Was Mr Garcia notified of that reason? - s. 387(b)

[61] Mr Garcia was notified of the reason for his dismissal by letter dated 7 May 2014.

Was Mr Garcia given an opportunity to respond? - s. 387(c)

[62] Mr Garcia was given no opportunity to respond to the allegations of misconduct that resulted in his dismissal. Mr Garcia was requested to attend a meeting to discuss the allegations of misconduct. He requested to be represented at that meeting by his Union and upon making that request was simply handed a pre-prepared letter informing him that his employment was terminated and told to leave the premises immediately. It is difficult to envisage a greater denial of procedural fairness.

Was there an unreasonable refusal to allow Mr Garcia to have a support person present? - s. 387(d)

[63] As noted above, Mr Garcia asked to have a support person present and was told that his employment was terminated with immediate effect. In my view the failure to even consider his request for representation constituted an unreasonable refusal to allow him to have a support person present. This is not a case where Mr Garcia’s request could have delayed the meeting for an unreasonable period or where he was offered alternative representation. Quite simply, his request was not even considered.

Was Garcia was warned about his conduct? - s. 387(e)

[64] I am not satisfied that Mr Garcia was warned about his conduct. Naming him at a tool box meeting (if this in fact occurred) does not constitute a warning. I am also unable to accept that he received the written warning dated 21 March 2014. I do not go as far as to find that the written warning tendered to the Commission was fabricated. However, I am of the view that it is passing strange that it was sent to Mr Garcia in the mail. If, as Mr Hall stated, the warning was prepared at or around 7.30 at night, the quickest and most secure way to give it to Mr Garcia would have been to wait until the next day and deliver it to him personally. Further, on the terms on the letter raise questions about why it was required to be given at all. The letter records that Mr Garcia said he had stopped the very conduct he is being warned about.

To what degree did the size of the employer’s enterprise likely impact on the procedures followed in effecting the dismissal? - s. 387 (f)

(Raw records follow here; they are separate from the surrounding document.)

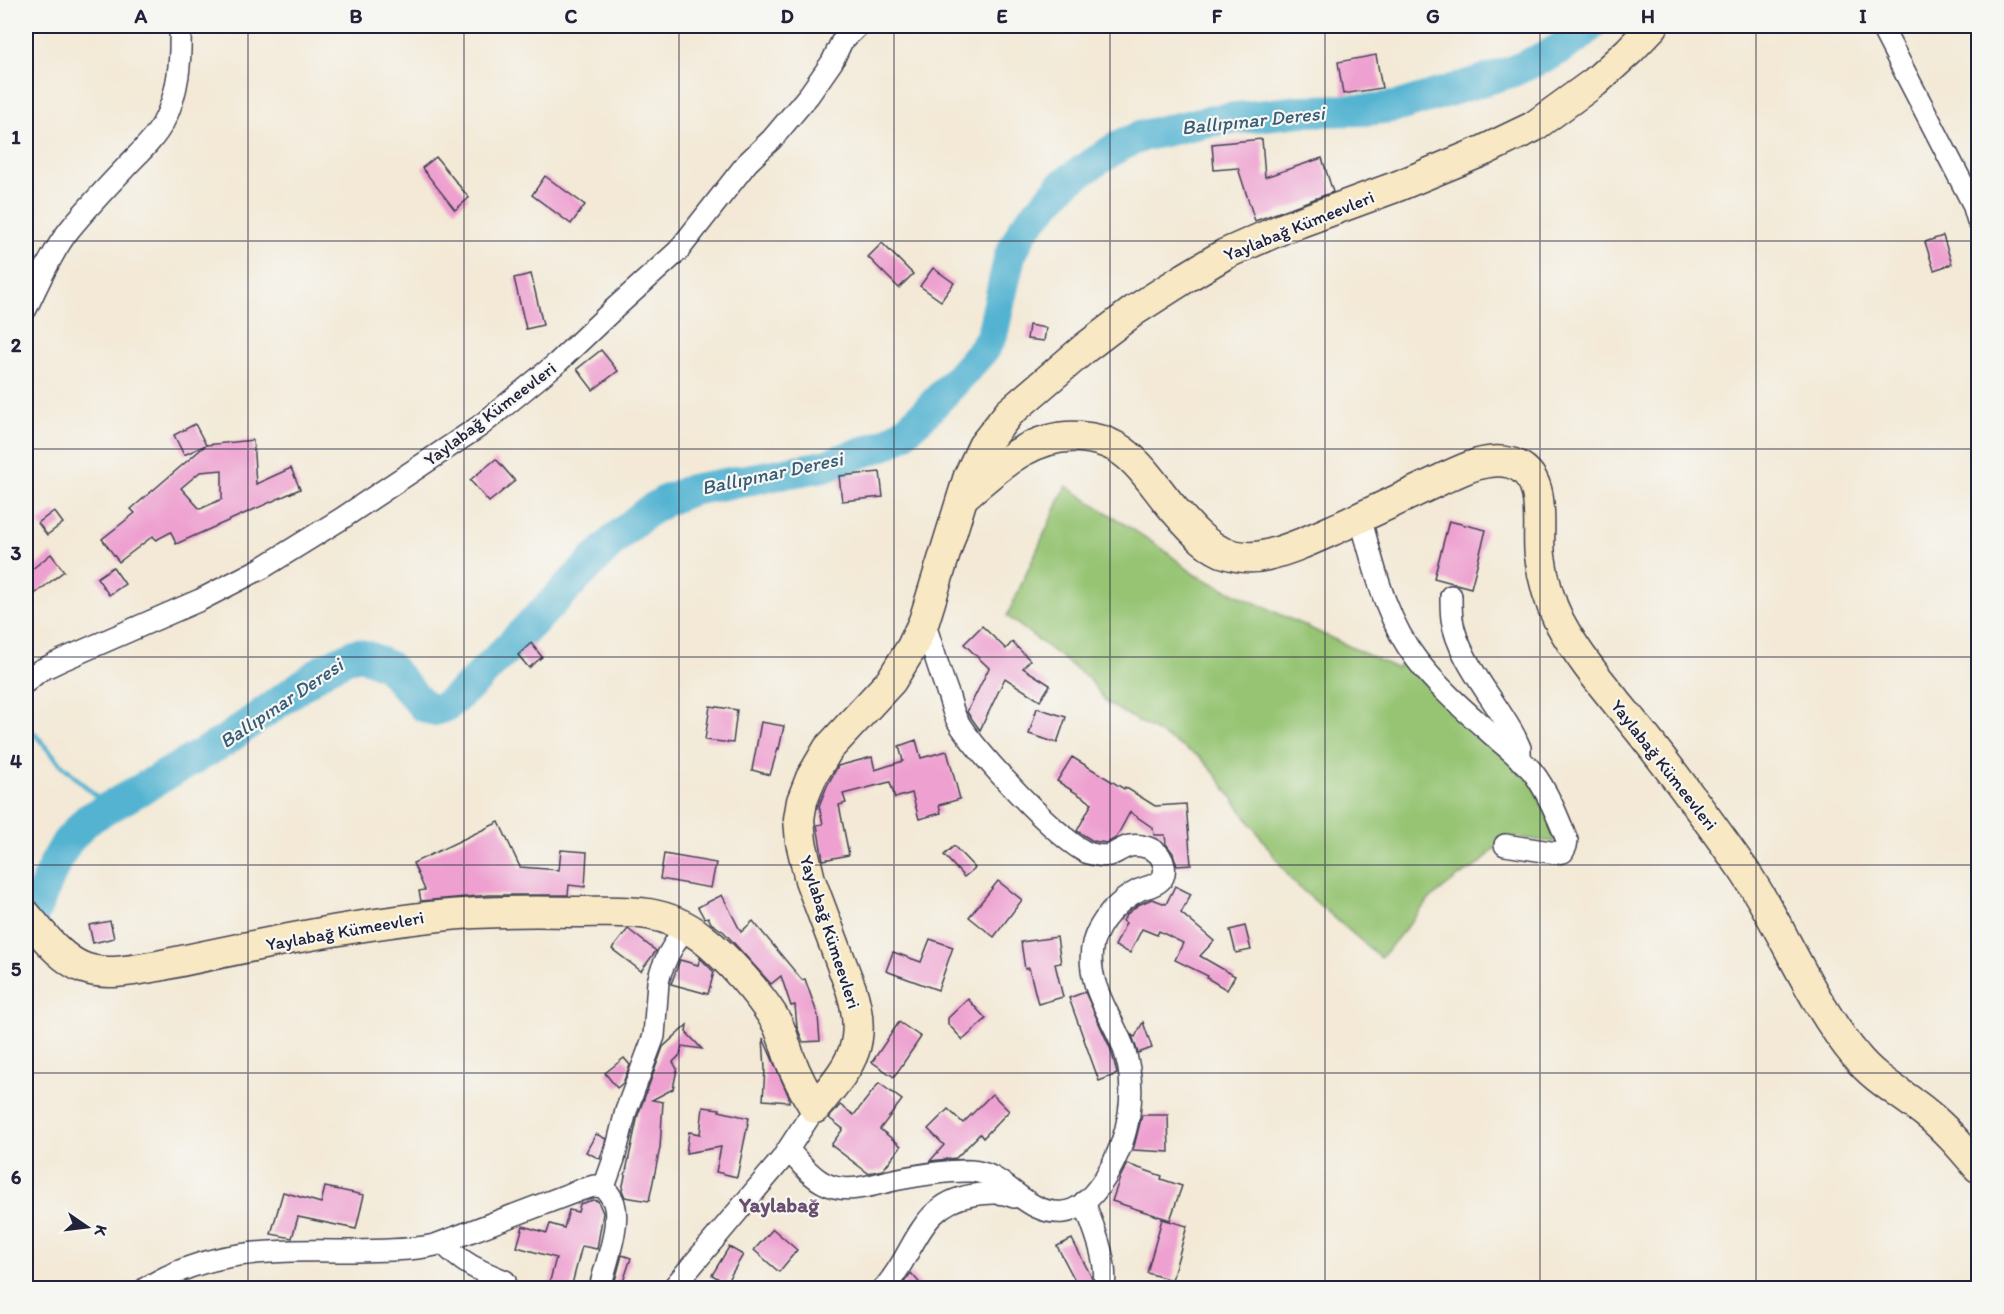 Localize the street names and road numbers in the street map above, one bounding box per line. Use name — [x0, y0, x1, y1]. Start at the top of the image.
street label: Yaylabağ Kümeevleri — [1221, 186, 1377, 266]
street label: Yaylabağ Kümeevleri — [419, 357, 561, 471]
street label: Yaylabağ Kümeevleri — [1606, 695, 1722, 835]
street label: Yaylabağ Kümeevleri — [795, 853, 865, 1011]
street label: Yaylabağ Kümeevleri — [264, 906, 426, 956]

[65] Hitec is not a small employer and at the time of Mr Garcia’s dismissal, employed some 70 persons. The Company employs a Health and Safety Manager who also plays a human resource management role as evidenced by the fact he drafted Mr Garcia’s termination letter. There is no basis for finding that the size of Hitec impacted on the procedures followed – or lack of thereof – in effecting Mr Garcia’s dismissal.

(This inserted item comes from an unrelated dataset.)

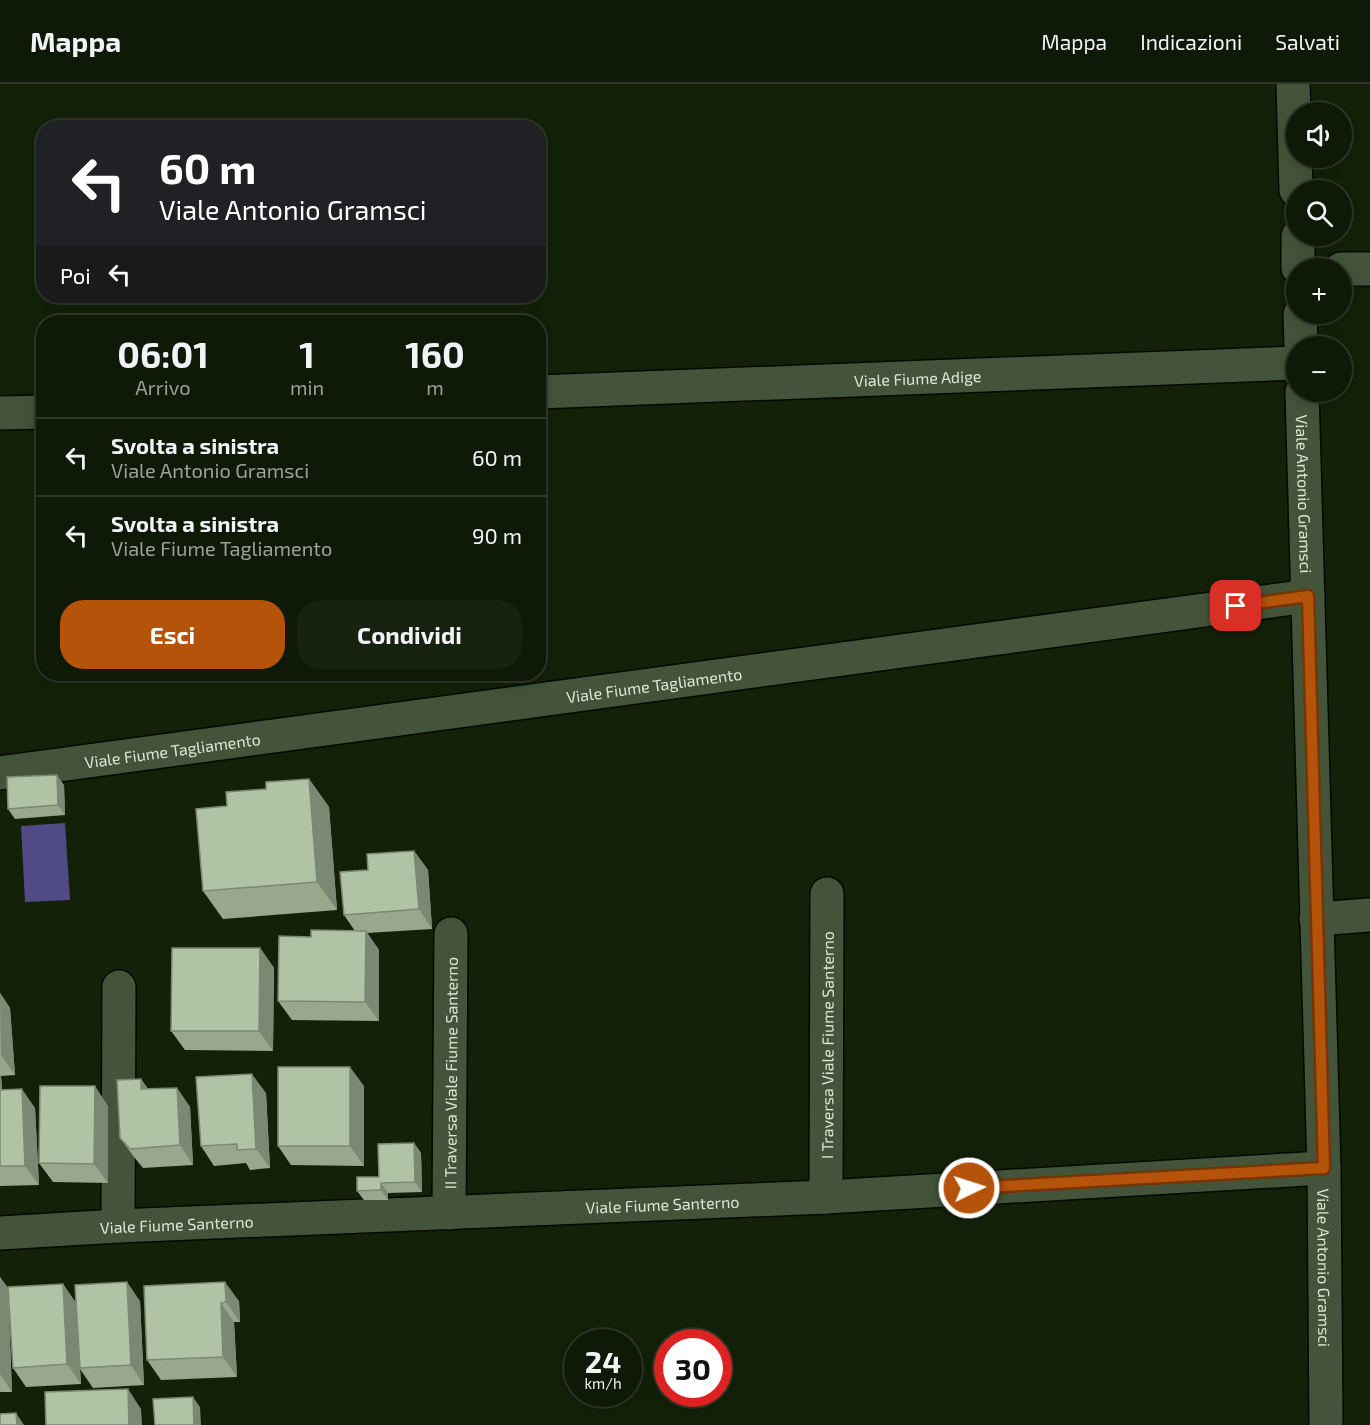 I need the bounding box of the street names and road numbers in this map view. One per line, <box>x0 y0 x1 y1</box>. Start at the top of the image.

To what degree did the absence of dedicated human resource management specialists or expertise in the enterprise likely to impact on the procedures for followed in effecting the dismissal? - s. 387(g)

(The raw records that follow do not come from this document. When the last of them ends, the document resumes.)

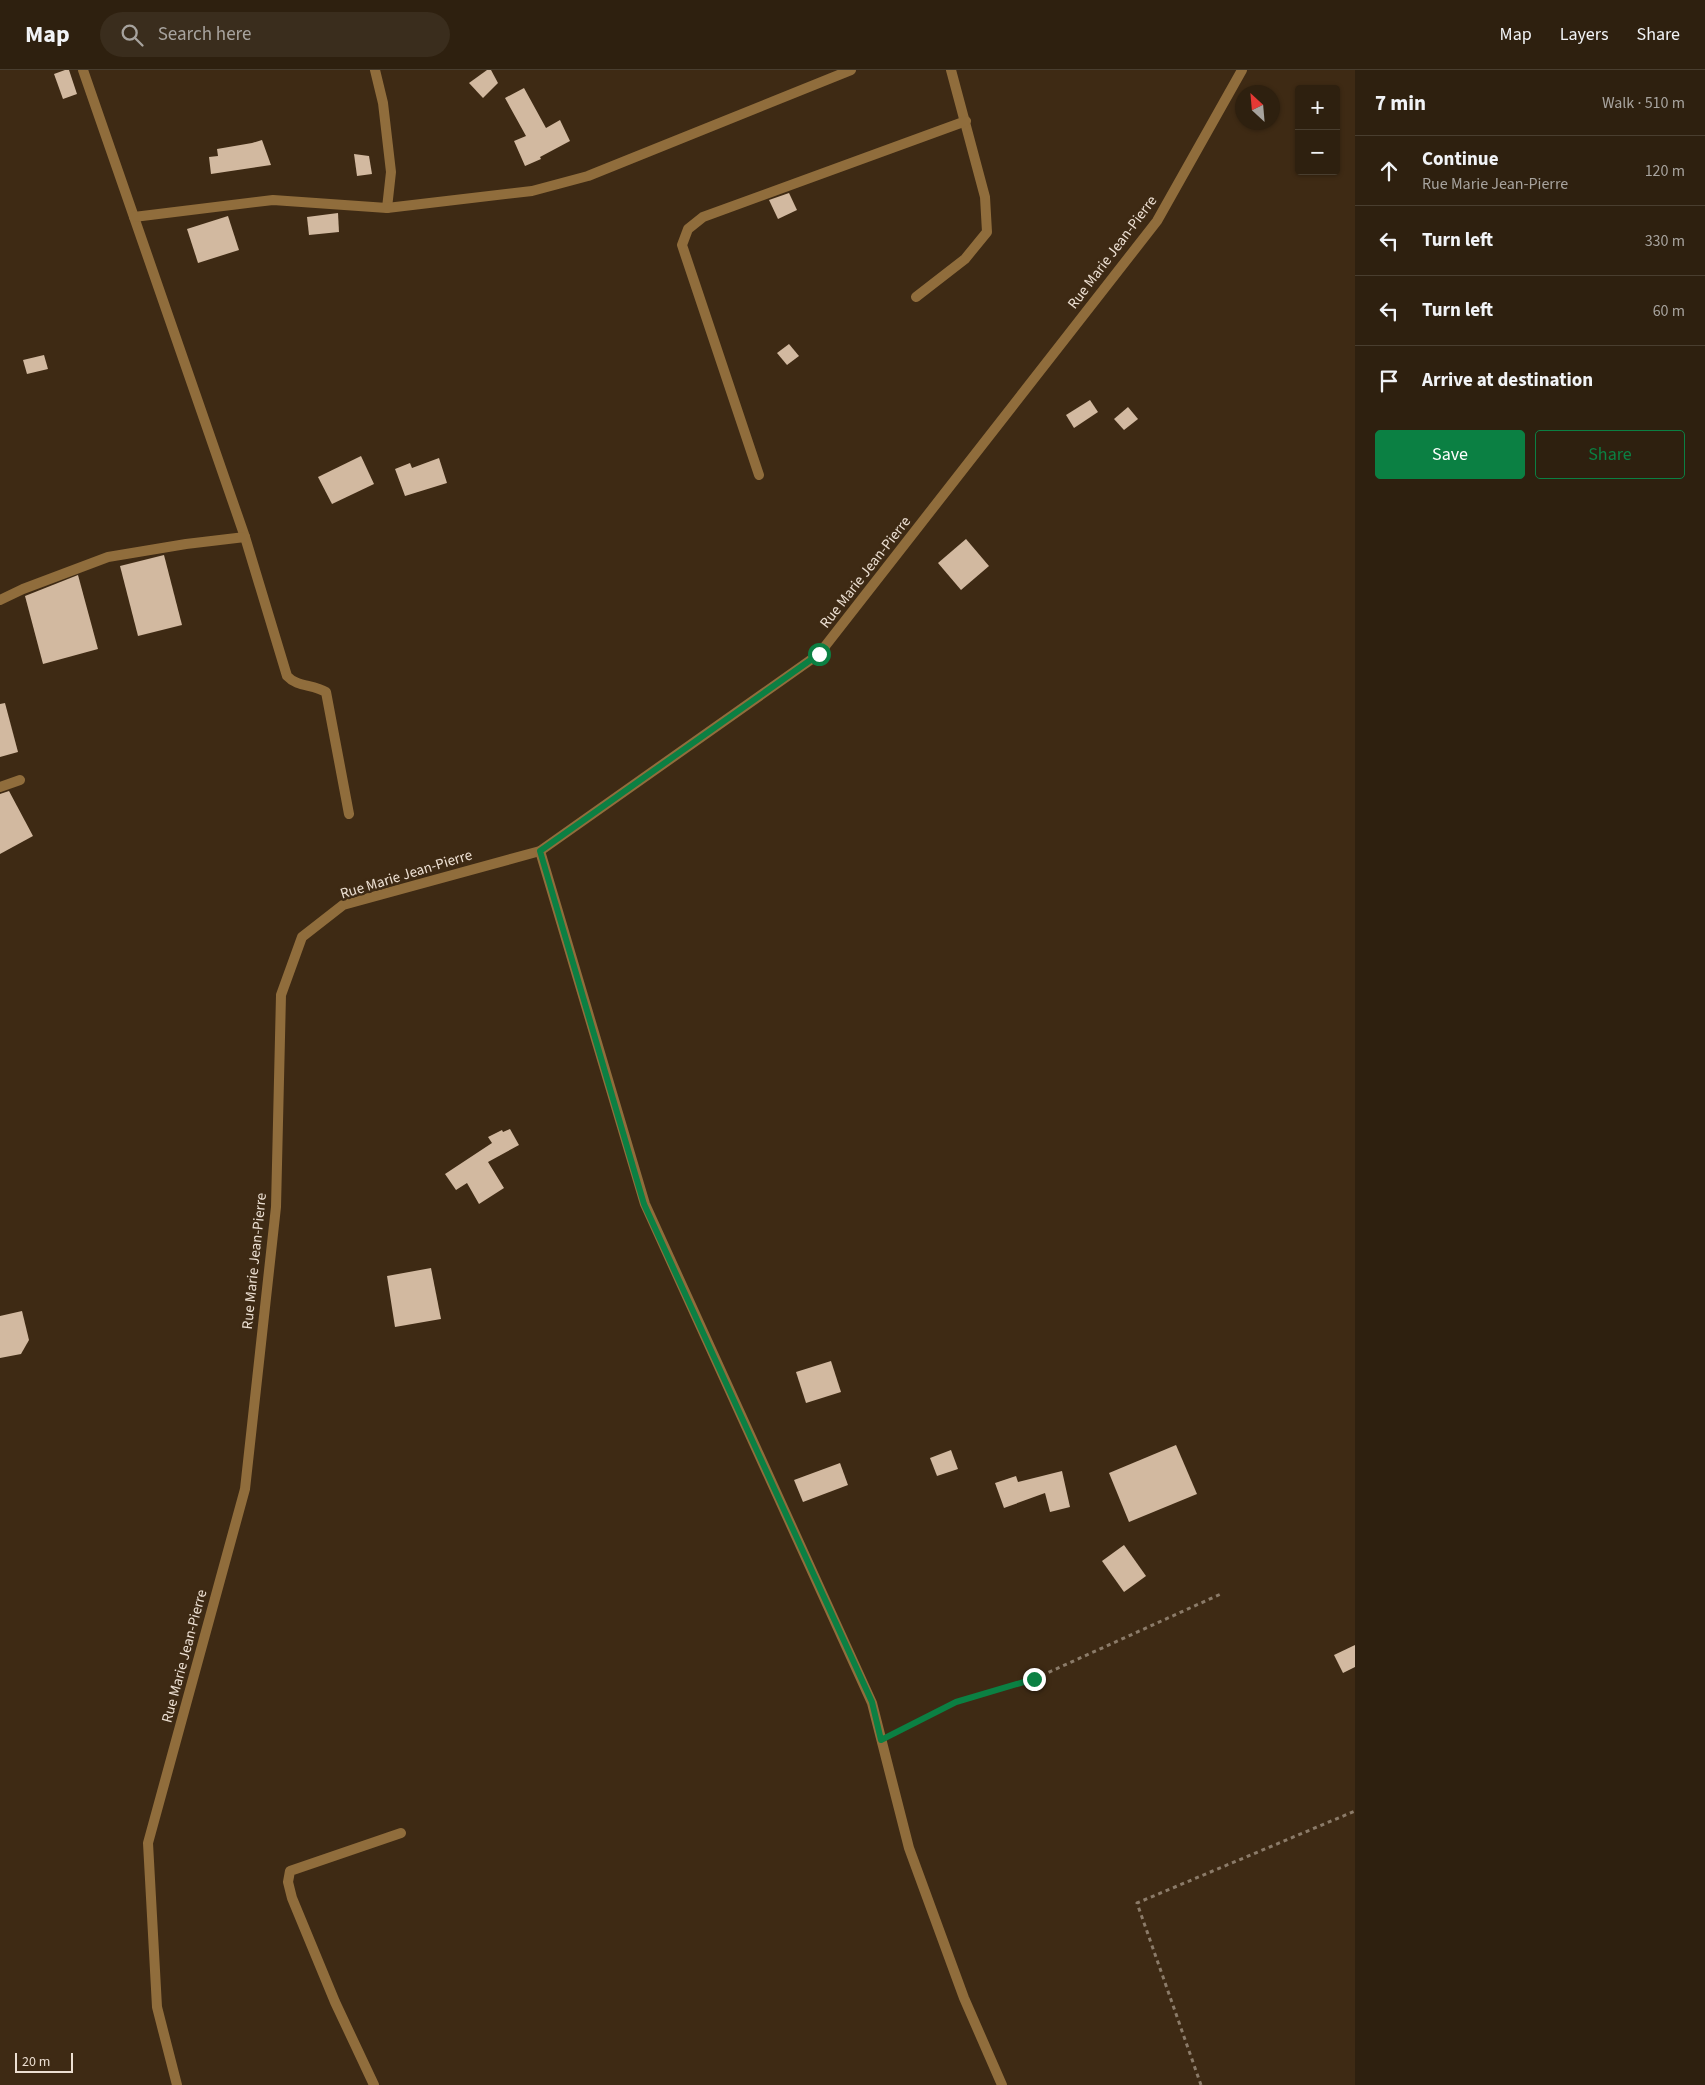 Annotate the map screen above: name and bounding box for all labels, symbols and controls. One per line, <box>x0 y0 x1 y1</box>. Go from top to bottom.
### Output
search box <box>100 12 450 57</box>
text: Map <box>25 17 70 52</box>
icon: search <box>118 21 146 49</box>
text: Search here <box>158 21 251 48</box>
text: Map <box>1500 22 1532 47</box>
text: Layers <box>1560 22 1609 47</box>
text: Share <box>1637 22 1680 47</box>
north arrow <box>1235 85 1280 130</box>
map controls <box>1295 85 1340 175</box>
button: + <box>1295 85 1340 130</box>
text: 7 min <box>1375 88 1426 118</box>
text: Walk · 510 m <box>1602 92 1685 114</box>
button: − <box>1295 130 1340 175</box>
text: Continue <box>1422 146 1499 173</box>
icon: ahead <box>1375 157 1403 185</box>
text: 120 m <box>1645 160 1685 182</box>
text: Rue Marie Jean-Pierre <box>1422 173 1568 195</box>
street label: Rue Marie Jean-Pierre <box>1063 191 1162 313</box>
icon: left <box>1375 227 1403 255</box>
text: Turn left <box>1422 227 1493 254</box>
text: 330 m <box>1645 230 1685 252</box>
icon: left <box>1375 297 1403 325</box>
text: Turn left <box>1422 297 1493 324</box>
text: 60 m <box>1653 300 1685 322</box>
icon: arrive <box>1375 367 1403 395</box>
text: Arrive at destination <box>1422 367 1593 394</box>
button: Save <box>1375 430 1525 479</box>
button: Share <box>1535 430 1685 479</box>
street label: Rue Marie Jean-Pierre <box>815 512 916 633</box>
route start <box>808 643 831 666</box>
street label: Rue Marie Jean-Pierre <box>338 844 475 905</box>
street label: Rue Marie Jean-Pierre <box>237 1192 272 1330</box>
street label: Rue Marie Jean-Pierre <box>157 1587 212 1725</box>
route end <box>1023 1668 1046 1691</box>
scale bar <box>15 2050 72 2073</box>
text: 20 m <box>22 2052 50 2072</box>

[66] For the reasons set out in relation to s. 387(f) this is also not a relevant factor in the present case.

Are there any other relevant matters? - s. 387(h)

[67] As previously noted, Mr Garcia is a vulnerable worker due to his visa status. The termination of his employment in his personal circumstances has had an additional harsh effect in that he is not eligible for any social services. It has also impacted on his family and his desire to bring them to Australia. I accept Mr Garcia’s evidence about these matters.

[68] I also note that this is the second dismissal effected by Hitec where an employee who has been invited to a meeting to discuss an allegation of misconduct, and who has requested assistance from a Union representative, has been dismissed upon making such a request. The same treatment was afforded to Mr Clarito, whose application for an unfair dismissal remedy was heard immediately prior to this matter 21.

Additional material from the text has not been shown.